Ainsi par exemple d’ « Éducation artistique au MOMA » : « De tous côtés, des fenêtres / de Bonnard avec leurs vues / si belles, habilement cadrées, / donnent sur une vie rêvée […] / mais maintenant désenchantée / par ton enfance rugueuse / dans un faubourg à Leningrad ». Vêtue d’un « ensemble / jaune vif et gris », Masha, dédicataire du texte, accompagnera plus tard la formation picturale du poète de confidences amoureuses aussi amères pour l’interlocuteur que la « salade de roquette » dévorée après la visite au musée, en insistant sur le fait que « l’un de tes ex / te comparait, jusqu’à en devenir lassant / aux nus de Modigliani ». Le vers libre et tendu de Stephen Romer, qui passe la frontière de la traduction depuis l’anglais que l’édition bilingue donne à savourer à qui saura le faire, le recours fréquent aux parenthèses, tirets et points de suspension offrent aux textes une variété de niveaux permettant de conjoindre, dans le format bref de chaque poème, les complexités de la vie, les adhésions et réticences de la conscience devant les faits cueillis dans le fragile tissu des jours.
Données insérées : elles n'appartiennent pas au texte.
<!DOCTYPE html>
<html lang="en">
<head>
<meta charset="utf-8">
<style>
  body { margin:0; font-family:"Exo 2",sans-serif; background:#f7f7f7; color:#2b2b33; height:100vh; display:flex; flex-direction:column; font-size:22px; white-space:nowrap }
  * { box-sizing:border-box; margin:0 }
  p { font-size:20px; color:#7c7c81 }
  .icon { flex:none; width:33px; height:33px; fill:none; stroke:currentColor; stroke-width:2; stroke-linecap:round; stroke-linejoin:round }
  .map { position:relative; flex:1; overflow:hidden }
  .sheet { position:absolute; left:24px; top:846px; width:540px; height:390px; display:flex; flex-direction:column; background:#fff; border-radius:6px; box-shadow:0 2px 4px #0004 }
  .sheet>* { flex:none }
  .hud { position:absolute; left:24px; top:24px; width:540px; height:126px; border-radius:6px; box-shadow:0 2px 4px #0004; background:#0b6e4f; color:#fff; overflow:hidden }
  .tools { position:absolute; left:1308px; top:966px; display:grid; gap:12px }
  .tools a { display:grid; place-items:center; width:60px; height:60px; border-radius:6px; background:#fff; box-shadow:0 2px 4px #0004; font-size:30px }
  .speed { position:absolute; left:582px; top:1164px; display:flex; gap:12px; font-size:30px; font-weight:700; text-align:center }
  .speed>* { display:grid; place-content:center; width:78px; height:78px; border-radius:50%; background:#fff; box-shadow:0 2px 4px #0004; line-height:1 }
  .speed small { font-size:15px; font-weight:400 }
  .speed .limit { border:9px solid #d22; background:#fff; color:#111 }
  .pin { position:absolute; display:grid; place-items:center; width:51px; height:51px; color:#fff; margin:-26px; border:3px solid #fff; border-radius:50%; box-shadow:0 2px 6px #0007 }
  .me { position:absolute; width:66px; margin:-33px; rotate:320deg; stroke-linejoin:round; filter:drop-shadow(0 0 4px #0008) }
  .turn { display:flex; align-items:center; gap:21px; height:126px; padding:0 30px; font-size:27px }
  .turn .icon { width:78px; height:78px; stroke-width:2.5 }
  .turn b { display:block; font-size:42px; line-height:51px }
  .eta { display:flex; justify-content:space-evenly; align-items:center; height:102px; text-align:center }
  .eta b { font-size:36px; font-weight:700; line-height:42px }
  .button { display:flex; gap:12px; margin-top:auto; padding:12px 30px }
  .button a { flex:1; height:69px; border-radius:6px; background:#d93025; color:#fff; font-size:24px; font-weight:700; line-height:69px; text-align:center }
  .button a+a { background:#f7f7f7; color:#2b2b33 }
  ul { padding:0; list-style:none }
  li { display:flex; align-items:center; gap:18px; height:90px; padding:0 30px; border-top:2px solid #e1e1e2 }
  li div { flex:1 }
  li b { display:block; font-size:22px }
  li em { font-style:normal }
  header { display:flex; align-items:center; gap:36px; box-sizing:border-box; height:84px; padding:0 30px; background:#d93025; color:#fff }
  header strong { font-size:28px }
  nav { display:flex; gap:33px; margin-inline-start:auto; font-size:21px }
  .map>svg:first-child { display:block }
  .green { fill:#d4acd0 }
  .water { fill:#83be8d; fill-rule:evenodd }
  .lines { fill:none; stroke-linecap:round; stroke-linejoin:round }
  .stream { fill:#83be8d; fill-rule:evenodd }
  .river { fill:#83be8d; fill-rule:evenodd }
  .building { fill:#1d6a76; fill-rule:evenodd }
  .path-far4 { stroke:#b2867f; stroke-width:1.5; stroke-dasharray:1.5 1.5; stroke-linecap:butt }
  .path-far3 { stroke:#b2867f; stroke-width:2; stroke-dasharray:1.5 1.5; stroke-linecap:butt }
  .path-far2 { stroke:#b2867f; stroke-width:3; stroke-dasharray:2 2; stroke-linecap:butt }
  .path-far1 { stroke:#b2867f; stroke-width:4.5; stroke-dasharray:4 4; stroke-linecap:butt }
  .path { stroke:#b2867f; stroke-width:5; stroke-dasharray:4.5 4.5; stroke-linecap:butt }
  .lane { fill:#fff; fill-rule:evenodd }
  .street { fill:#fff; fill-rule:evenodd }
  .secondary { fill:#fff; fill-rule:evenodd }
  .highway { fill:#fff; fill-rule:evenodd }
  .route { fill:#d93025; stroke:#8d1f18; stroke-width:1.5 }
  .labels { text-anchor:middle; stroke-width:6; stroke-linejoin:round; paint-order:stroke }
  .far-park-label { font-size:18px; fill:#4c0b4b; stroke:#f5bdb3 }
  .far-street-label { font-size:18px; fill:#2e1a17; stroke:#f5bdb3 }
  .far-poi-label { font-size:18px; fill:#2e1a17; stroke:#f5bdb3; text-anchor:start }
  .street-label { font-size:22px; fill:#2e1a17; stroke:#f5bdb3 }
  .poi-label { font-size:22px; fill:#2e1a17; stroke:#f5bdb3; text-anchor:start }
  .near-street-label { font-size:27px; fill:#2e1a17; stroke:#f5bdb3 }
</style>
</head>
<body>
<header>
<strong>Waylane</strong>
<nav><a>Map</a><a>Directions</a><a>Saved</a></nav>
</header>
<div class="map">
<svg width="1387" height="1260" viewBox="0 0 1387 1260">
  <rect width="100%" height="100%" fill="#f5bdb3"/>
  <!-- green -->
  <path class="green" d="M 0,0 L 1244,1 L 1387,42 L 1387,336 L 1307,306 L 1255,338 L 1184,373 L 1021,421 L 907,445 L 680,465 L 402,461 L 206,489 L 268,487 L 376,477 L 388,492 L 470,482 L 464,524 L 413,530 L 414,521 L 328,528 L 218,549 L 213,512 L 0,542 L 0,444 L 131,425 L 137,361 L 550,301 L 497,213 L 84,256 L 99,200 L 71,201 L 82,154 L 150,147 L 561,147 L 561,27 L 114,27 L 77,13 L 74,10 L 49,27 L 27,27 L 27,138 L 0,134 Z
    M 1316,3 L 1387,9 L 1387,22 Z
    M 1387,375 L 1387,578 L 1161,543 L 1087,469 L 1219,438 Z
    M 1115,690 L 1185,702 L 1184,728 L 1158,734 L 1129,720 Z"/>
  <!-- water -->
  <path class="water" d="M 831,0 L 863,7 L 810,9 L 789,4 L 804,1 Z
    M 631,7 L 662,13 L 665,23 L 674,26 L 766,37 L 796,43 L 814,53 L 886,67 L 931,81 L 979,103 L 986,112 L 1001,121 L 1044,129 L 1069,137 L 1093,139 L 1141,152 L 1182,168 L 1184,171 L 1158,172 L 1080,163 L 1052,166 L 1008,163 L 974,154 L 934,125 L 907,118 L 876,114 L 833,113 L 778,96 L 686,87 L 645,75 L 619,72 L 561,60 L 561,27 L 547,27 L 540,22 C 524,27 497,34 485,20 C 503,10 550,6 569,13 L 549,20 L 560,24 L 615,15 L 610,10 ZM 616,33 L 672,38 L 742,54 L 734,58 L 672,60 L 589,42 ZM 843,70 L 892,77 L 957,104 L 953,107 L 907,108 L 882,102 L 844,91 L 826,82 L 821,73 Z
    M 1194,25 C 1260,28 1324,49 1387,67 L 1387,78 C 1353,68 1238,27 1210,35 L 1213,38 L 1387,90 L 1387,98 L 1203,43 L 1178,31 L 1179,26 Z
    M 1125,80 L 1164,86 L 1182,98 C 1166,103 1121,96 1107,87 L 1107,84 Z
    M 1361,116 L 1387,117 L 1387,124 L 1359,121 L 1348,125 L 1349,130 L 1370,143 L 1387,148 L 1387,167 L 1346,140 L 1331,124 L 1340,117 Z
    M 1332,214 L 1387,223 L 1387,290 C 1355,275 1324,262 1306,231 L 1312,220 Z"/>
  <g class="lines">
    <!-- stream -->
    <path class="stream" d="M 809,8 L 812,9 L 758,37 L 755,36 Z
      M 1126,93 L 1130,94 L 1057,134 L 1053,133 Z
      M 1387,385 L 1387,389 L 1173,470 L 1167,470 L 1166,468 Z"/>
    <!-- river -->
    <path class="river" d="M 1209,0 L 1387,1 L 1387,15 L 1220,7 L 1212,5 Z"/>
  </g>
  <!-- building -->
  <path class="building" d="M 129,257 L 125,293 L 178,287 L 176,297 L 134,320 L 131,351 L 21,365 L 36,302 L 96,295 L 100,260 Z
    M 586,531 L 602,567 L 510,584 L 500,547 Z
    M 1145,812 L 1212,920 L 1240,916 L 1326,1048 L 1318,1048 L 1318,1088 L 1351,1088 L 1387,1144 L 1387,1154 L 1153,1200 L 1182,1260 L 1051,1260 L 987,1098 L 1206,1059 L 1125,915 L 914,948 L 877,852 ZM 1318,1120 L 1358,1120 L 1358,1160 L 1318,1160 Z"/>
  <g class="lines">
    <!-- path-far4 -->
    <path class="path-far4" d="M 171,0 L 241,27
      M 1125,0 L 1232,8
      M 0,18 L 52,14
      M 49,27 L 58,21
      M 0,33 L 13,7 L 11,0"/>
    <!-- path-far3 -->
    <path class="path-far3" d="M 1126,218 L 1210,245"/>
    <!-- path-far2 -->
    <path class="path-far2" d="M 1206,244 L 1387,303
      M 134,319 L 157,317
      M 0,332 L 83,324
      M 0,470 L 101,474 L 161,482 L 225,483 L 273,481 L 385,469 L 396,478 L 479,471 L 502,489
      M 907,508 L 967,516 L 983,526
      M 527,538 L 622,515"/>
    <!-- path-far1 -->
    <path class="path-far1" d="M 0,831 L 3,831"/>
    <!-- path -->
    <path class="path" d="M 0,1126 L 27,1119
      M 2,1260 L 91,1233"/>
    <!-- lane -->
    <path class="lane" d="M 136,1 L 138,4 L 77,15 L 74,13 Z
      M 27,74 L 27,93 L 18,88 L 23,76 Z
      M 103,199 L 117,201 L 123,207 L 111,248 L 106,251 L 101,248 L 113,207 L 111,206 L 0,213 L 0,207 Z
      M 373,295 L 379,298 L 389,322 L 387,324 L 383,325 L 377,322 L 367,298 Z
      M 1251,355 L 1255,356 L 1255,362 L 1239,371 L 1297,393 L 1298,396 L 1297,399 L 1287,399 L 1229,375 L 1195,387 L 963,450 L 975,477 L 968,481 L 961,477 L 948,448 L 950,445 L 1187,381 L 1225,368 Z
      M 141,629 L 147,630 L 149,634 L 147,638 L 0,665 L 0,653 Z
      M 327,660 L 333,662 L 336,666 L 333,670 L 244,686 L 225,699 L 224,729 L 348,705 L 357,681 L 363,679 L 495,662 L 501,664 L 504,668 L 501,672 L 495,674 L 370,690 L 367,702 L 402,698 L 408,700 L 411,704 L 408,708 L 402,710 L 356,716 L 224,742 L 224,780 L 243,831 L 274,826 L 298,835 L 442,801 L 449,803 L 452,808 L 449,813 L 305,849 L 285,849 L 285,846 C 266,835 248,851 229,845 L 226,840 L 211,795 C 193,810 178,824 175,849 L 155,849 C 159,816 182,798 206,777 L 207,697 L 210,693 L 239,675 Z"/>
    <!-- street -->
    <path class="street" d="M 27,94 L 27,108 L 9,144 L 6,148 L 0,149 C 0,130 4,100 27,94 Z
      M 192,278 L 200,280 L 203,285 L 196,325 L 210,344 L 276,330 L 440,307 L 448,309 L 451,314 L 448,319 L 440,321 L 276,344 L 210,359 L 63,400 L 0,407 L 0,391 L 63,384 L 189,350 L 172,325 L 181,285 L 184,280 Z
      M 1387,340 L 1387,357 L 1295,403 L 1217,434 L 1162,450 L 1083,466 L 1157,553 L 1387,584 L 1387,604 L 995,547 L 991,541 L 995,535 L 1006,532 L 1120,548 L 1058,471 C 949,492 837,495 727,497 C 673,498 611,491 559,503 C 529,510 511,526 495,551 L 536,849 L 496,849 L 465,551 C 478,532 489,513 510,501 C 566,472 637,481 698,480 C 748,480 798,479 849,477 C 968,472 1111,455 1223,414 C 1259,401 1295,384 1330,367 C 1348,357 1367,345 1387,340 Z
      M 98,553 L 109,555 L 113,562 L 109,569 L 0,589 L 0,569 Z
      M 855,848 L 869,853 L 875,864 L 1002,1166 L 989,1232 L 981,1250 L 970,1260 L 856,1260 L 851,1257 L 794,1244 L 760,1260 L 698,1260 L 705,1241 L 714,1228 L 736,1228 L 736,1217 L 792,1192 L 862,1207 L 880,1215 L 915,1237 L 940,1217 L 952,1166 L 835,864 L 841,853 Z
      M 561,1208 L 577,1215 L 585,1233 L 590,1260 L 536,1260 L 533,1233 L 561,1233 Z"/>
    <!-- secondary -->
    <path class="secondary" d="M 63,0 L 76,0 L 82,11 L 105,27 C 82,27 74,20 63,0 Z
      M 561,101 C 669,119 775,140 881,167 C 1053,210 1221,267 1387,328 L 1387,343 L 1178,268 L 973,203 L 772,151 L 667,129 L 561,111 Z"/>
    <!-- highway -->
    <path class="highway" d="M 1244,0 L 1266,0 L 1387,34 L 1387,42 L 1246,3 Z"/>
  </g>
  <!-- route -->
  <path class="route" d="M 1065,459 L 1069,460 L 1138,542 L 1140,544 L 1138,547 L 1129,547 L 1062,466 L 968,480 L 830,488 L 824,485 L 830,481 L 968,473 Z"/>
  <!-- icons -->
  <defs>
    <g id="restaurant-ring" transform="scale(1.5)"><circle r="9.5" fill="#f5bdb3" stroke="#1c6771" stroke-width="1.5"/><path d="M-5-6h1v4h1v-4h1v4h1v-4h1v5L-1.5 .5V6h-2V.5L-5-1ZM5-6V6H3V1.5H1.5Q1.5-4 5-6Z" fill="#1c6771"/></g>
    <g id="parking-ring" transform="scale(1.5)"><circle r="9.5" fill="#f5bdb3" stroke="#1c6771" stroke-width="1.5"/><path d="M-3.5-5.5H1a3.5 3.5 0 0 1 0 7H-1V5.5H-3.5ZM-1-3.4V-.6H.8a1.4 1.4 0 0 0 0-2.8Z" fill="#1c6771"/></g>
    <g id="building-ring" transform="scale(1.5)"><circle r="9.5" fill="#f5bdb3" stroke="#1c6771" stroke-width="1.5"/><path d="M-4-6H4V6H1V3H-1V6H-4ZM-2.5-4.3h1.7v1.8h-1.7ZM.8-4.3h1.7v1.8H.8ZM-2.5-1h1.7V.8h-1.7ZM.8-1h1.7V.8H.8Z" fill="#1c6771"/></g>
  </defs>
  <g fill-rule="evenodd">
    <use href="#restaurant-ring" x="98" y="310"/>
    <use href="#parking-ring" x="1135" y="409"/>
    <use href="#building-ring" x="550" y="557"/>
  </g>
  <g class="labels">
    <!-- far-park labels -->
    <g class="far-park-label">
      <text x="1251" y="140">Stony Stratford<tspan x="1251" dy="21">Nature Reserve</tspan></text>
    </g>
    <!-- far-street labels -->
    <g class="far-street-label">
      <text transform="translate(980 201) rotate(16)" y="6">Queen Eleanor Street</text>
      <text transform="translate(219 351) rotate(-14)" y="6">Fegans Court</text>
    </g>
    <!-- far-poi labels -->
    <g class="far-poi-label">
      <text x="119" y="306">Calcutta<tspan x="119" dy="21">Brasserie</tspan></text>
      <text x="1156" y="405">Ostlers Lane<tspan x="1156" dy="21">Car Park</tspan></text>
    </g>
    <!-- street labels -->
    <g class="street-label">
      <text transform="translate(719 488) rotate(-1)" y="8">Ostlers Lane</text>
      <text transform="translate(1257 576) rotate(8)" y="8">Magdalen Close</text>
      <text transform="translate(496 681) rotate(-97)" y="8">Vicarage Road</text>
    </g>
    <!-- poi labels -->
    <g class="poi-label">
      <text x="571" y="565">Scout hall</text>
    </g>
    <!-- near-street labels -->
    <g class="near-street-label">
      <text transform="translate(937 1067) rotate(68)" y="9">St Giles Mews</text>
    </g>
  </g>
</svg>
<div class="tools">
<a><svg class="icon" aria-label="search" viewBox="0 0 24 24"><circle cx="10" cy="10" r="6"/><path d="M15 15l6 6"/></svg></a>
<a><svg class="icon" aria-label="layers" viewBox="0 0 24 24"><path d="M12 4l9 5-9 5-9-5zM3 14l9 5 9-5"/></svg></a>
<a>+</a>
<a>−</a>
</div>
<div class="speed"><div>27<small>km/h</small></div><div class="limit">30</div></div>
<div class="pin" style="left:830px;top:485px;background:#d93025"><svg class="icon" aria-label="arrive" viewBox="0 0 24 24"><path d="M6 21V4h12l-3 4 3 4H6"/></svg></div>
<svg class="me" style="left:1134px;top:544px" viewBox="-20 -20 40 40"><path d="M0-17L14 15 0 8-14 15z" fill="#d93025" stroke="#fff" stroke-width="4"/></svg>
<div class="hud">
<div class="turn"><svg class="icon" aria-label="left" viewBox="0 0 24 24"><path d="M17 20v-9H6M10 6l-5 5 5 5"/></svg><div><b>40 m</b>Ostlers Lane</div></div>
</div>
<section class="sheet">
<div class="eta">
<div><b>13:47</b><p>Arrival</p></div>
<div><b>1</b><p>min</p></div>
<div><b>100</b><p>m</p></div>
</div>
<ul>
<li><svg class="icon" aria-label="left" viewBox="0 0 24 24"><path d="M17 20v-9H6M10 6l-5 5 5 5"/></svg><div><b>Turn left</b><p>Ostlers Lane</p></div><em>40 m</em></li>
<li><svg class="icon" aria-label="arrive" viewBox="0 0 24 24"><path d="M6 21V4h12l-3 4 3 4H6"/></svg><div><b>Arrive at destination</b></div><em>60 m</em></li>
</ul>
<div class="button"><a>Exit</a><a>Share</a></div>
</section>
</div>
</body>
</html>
Fin déceleur des harmonies du monde visible, sensible au tracé des cygnes sur un lac ou à la tiédeur d’un « grand soleil de septembre » place de la Sorbonne, Stephen Romer est aussi attentif à leur fugacité, au piège d’un « surplus de tendresse », au « vide central / dans la lumière du soleil » révélant, sous le « vert tendre et la rouille / des feuilles du Luxembourg », un manque, une blessure sous-jacente, qui peut être d’abord l’usure du temps. Une redoutable intelligence (ce n’est pas si fréquent chez les poètes, et je le dis en parlant d’abord pour moi-même…) permet ainsi d’explorer toutes les facettes du jaune, et avec lui des autres couleurs. À peine l’éclat lumineux a-t-il posé sa douceur qu’un écart, une réticence, une question en montrent la fugacité, ou le possible piège : l’abandon au monde (source probable de tout lyrisme) est présent, mais la conscience vient compliquer l’instant heureux, l’accompagne au moins autant dans sa retombée que dans son surgissement.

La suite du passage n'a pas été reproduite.